I stilled and raised both hands, knowing the barrel of a gun when I felt one. The weapon glinted in an eddy of fog, backed by a man in all black clothing, his features hidden.

He didn’t speak. The barrel shook.

“I’m here for the lass only,” I said. “I’ll take her and go.”

Bootsteps pounded the beach in our direction. Ash led the way, from the shout of delight at the body I’d left in my wake.

“Come at me and I’ll upgrade you from dickhead to corpse,” he snarled.

The man I’d decked must still be conscious. If Ash had him, the others could get the victim out of here. I just had to give her space to run.

I ducked and charged, crashing my assailant into the controls of the boat. We tussled, and I landed a punch that crunched bone. Then an explosion blasted my eardrums.

The gun fired at close range.

The shot scorched past at an angle, a hot kiss over flesh but not through. A graze. Lucky.

I hit the deck at the same moment Tyler dove on, a spectre emerging through the grey.

With an expression of pure rage, he tackled the trafficker off me.

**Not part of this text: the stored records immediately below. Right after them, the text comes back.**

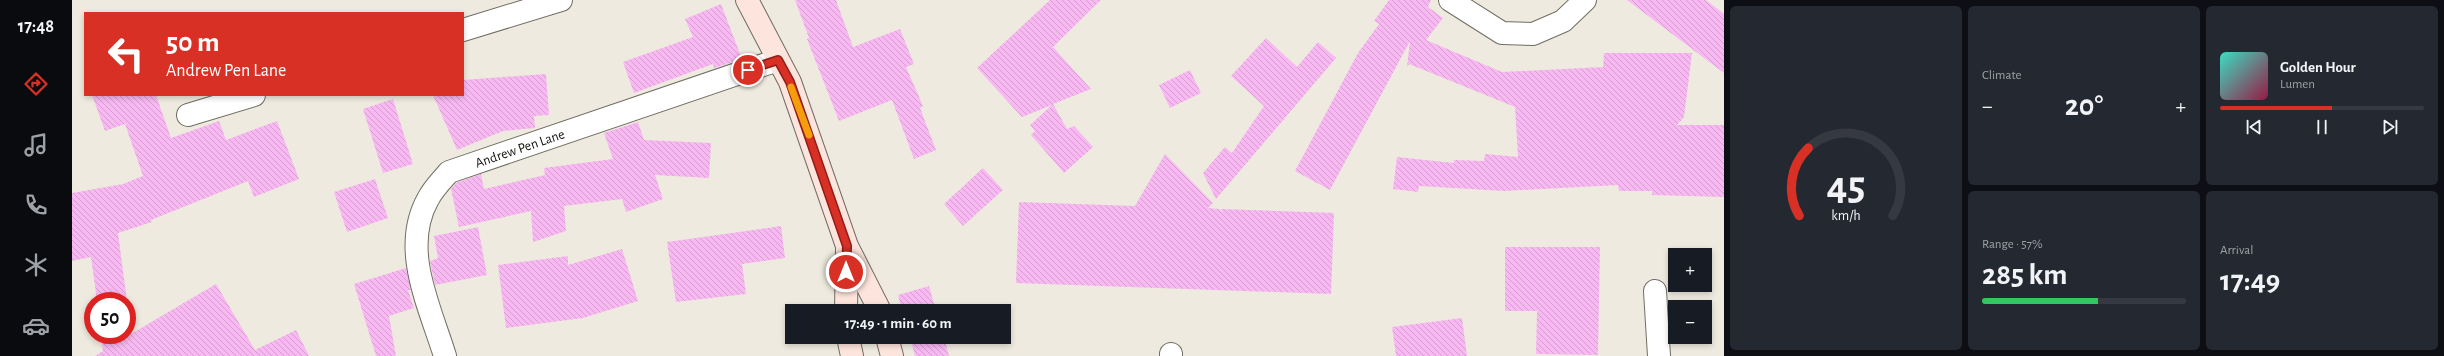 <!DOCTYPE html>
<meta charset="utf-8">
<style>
:root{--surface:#171b24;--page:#242831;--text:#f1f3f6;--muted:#9ea1a6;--line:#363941;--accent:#d93025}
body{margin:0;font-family:"Alegreya Sans",sans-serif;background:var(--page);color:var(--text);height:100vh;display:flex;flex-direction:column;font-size:15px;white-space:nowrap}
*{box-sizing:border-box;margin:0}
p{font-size:13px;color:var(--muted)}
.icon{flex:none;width:22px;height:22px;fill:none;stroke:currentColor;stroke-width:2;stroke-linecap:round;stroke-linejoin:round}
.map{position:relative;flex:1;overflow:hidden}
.sheet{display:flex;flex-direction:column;gap:6px;padding:6px;background:#0d0f14;width:720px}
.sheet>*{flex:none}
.top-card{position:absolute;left:12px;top:12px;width:380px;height:84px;border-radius:0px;box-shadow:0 2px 6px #0003;background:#d93025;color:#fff;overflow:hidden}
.buttons{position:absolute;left:1596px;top:248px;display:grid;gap:8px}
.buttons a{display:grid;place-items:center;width:44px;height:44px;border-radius:0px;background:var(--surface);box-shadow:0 2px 6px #0003;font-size:20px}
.speed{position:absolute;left:12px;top:292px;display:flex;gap:8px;font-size:20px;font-weight:700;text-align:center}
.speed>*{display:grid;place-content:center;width:52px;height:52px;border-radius:50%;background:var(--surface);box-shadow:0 2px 6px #0003;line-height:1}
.speed .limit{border:6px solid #d22;background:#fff;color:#111}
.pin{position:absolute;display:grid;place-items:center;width:34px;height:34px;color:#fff;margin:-17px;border:2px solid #fff;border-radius:50%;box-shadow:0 1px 4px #0007}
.me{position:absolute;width:44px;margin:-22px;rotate:0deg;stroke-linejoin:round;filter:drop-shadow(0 0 3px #0008)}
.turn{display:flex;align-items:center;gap:14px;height:84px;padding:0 16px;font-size:18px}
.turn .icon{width:52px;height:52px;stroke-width:2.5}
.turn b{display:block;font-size:28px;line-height:34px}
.big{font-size:30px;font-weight:700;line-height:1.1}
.sheet .tile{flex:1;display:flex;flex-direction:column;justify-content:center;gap:6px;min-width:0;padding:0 14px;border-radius:6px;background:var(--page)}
.sheet .dial{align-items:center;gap:0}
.dial svg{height:104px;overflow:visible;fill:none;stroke:var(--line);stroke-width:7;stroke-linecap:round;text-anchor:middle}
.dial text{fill:var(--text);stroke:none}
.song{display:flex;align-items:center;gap:12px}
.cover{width:48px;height:48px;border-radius:6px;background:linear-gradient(135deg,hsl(170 70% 55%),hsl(340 70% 35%))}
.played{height:4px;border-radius:2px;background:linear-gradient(90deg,var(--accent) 55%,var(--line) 55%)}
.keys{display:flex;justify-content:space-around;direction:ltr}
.heat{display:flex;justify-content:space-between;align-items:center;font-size:22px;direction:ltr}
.charge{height:6px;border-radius:3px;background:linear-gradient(90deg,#34c759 57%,var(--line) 0)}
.sheet .tiles{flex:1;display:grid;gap:6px;grid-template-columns:repeat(3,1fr)}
.tile:first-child{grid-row:span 2}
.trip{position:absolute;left:713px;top:304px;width:226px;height:40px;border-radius:0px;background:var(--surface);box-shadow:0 2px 6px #0003;font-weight:700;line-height:40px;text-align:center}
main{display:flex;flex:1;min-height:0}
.dock{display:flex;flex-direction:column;width:72px;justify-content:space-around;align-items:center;background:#090b0e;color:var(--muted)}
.dock .icon{width:28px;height:28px}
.dock .current{color:var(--accent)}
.dock b{font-size:18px;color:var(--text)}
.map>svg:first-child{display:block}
.building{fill:url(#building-back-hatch)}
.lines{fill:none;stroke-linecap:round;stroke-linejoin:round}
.street-casing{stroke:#716d63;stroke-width:24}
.secondary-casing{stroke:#716d63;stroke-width:24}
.street{stroke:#fff;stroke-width:22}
.secondary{stroke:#fde4dc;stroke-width:22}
.route-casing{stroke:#8d1f18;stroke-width:10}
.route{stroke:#d93025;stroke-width:7}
.slow{stroke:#f59e0b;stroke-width:7}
.labels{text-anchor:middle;stroke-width:3.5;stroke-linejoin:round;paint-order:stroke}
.street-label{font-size:14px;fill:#12100d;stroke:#efeadf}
</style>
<main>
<nav class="dock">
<b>17:48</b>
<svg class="icon current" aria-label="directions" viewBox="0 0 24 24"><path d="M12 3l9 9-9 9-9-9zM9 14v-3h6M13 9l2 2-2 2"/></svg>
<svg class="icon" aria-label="music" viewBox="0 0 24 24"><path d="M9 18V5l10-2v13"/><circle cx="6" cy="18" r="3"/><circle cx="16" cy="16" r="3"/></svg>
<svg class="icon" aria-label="phone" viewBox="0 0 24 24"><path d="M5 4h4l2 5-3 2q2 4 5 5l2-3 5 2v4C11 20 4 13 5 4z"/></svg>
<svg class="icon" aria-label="climate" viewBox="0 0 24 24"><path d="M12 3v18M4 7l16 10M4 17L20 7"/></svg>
<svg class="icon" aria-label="car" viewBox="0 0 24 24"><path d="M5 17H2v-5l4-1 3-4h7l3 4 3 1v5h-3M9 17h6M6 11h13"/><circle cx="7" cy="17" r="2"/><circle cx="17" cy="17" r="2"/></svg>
</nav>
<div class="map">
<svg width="1652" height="356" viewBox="0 0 1652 356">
<defs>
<pattern id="building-back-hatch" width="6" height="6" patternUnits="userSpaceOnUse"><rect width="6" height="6" fill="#f8b9f2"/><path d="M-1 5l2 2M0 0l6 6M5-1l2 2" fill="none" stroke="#d49ece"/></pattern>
</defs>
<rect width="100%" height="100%" fill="#efeadf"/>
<!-- building -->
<path class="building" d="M 723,0 L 764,0 L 781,47 L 828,29 L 842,64 L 834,67 L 851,106 L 848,108 L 864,150 L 842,159 L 820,100 L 767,121 L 735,39 L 737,38 Z
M 978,0 L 1029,0 L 981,47 L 1019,89 L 981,104 L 995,129 L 1002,126 L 1021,147 L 992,173 L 959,135 L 963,131 L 958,125 L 980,105 L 950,117 L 905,68 Z
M 1317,0 L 1359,0 L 1356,7 L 1371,18 L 1354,40 L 1430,72 L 1531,67 L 1532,53 L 1620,53 L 1612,117 L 1605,125 L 1652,125 L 1652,197 L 1580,195 L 1580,191 L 1547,191 L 1546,185 L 1432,191 L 1347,186 L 1346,192 L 1321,189 L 1325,157 L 1382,163 L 1382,160 L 1412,161 L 1413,154 L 1446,157 L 1443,107 L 1337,64 L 1335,67 L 1338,41 L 1258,190 L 1223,171 L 1286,53 L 1307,24 L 1302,21 Z
M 1555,0 L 1634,0 L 1652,14 L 1652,73 Z
M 649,4 L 670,59 L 642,68 L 641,64 L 562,93 L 551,62 L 621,37 L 613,19 Z
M 1194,38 L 1225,67 L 1246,42 L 1264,58 L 1144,199 L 1131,173 L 1153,147 L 1160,153 L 1192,106 L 1159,76 Z
M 1118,70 L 1129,93 L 1098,108 L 1087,85 Z
M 474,74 L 477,115 L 462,116 L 463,128 L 431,131 L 385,150 L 361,95 L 391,95 L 391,80 Z
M 20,95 L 84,95 L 99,138 L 147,121 L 154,140 L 205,121 L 227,179 L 182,197 L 176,181 L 79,220 L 80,222 L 46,233 L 55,301 L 25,301 L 19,257 L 0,261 L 0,193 L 51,184 L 71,176 L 53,124 L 33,131 Z
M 321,99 L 341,164 L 311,173 L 291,109 Z
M 566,122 L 572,140 L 639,143 L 637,178 L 583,175 L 591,199 L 554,212 L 550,199 L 492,206 L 494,231 L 461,242 L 459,211 L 387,227 L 379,189 L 384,183 L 409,174 L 412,189 L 473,175 L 472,168 L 541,159 L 532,133 Z
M 1093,154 L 1141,203 L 1136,208 L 1147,209 L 1151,213 L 1149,209 L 1262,213 L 1259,294 L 944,283 L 947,202 L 1063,206 Z
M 911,168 L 931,190 L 891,226 L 872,204 Z
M 303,179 L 316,218 L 275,232 L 262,192 Z
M 709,226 L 713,258 L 670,264 L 674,294 L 604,302 L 595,242 Z
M 406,227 L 415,275 L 363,285 L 358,261 L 366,258 L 362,236 Z
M 1433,247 L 1528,247 L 1526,355 L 1464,354 L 1465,311 L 1433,311 Z
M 550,249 L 566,301 L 511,318 L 434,328 L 426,265 L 496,256 L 496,265 Z
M 334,268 L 339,290 L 336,290 L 342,308 L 317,316 L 324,356 L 304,356 L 282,284 Z
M 144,284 L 183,350 L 224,330 L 237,356 L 23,356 L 31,351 L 29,335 L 55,335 L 55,303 L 59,334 Z
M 857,286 L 864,311 L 830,311 L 826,295 Z
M 1390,318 L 1395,356 L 1324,356 L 1320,327 Z
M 838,337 L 872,337 L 877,356 L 843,356 Z"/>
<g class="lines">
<!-- street casing -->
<g class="street-casing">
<g id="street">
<path d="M 1378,0 L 1430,33 L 1461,34 L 1491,21 L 1513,0"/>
<path d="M 391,30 L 489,0"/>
<path d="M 116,115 L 182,95"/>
<path d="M 1583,291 L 1587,356"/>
<path id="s1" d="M 373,356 C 358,307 328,249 356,199 C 361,189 370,180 377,172 L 706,60"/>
<path d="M 1099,356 L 1099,354"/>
</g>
</g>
<!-- secondary casing -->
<g class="secondary-casing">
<path id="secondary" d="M 675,0 L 718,82 L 775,246 L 808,311
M 774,311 L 775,249
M 776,337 L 780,356
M 815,337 L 820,356"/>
</g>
<!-- street -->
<use href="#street" class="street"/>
<!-- secondary -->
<use href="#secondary" class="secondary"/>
</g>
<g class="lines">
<!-- route casing -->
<g class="route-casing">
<path id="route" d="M 676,70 L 706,60 L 718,82 L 775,246 L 774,272"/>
</g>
<!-- route -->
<use href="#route" class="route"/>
<!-- slow -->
<path class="slow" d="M 719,87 L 737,135"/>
</g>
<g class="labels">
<!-- street labels -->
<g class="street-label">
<text dy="5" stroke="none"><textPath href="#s1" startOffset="272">Andrew Pen Lane</textPath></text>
</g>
</g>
</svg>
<div class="buttons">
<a>+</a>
<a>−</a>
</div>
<div class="speed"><div class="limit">50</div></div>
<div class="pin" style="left:676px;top:70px;background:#d93025"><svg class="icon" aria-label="arrive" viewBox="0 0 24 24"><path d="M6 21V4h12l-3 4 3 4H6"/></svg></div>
<svg class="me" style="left:774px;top:272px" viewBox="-20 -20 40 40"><circle r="17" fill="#d93025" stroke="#fff" stroke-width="3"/><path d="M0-11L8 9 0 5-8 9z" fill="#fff"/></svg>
<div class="trip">17:49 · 1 min · 60 m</div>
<div class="top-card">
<div class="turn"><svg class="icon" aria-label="left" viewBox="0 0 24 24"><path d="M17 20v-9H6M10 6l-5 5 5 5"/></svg><div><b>50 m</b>Andrew Pen Lane</div></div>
</div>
</div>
<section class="sheet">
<div class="tiles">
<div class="tile dial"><svg viewBox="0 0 100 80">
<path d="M14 69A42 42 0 1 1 86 69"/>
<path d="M14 69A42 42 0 0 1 21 17" stroke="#d93025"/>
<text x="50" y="56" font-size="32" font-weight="700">45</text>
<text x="50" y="72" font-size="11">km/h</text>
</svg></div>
<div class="tile"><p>Climate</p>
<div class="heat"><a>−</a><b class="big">20°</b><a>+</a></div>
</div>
<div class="tile">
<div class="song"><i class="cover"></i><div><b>Golden Hour</b><p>Lumen</p></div></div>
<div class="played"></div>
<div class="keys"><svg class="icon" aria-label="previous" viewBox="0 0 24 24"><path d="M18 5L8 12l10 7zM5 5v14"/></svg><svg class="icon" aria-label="pause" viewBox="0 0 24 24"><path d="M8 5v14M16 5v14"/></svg><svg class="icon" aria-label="next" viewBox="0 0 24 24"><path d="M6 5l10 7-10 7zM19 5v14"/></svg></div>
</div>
<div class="tile"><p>Range · 57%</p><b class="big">285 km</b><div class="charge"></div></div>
<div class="tile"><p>Arrival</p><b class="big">17:49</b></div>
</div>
</section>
</main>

A wicked-looking silver-handled blade flashed, and Tyler drove it into the man’s chest. Without hesitation, he repeated it, sprays of dark blood spattering until the fucker went limp. Only then did he turn to me.

Fucking hell. I remembered him describing the previous raid where the traffickers had been killed. Now I got why. For him, this was personal.

“The gunshot, how bad?” he snapped.

Behind him, two small figures curled up together, half under a bench. Not one girl, but two. Safe, now.

“I’ll live. I need to go.”

“To hospital?”

“To Lovelyn. She’s in trouble.”

My team leader stalled. Then his savage smile returned. “Ye did good. We’ve got this.”

The fog swallowed him and the shooter, but I’d already seen enough to guess the rest. Tyler didn’t stop killing when the body stopped moving. And I was wasting time.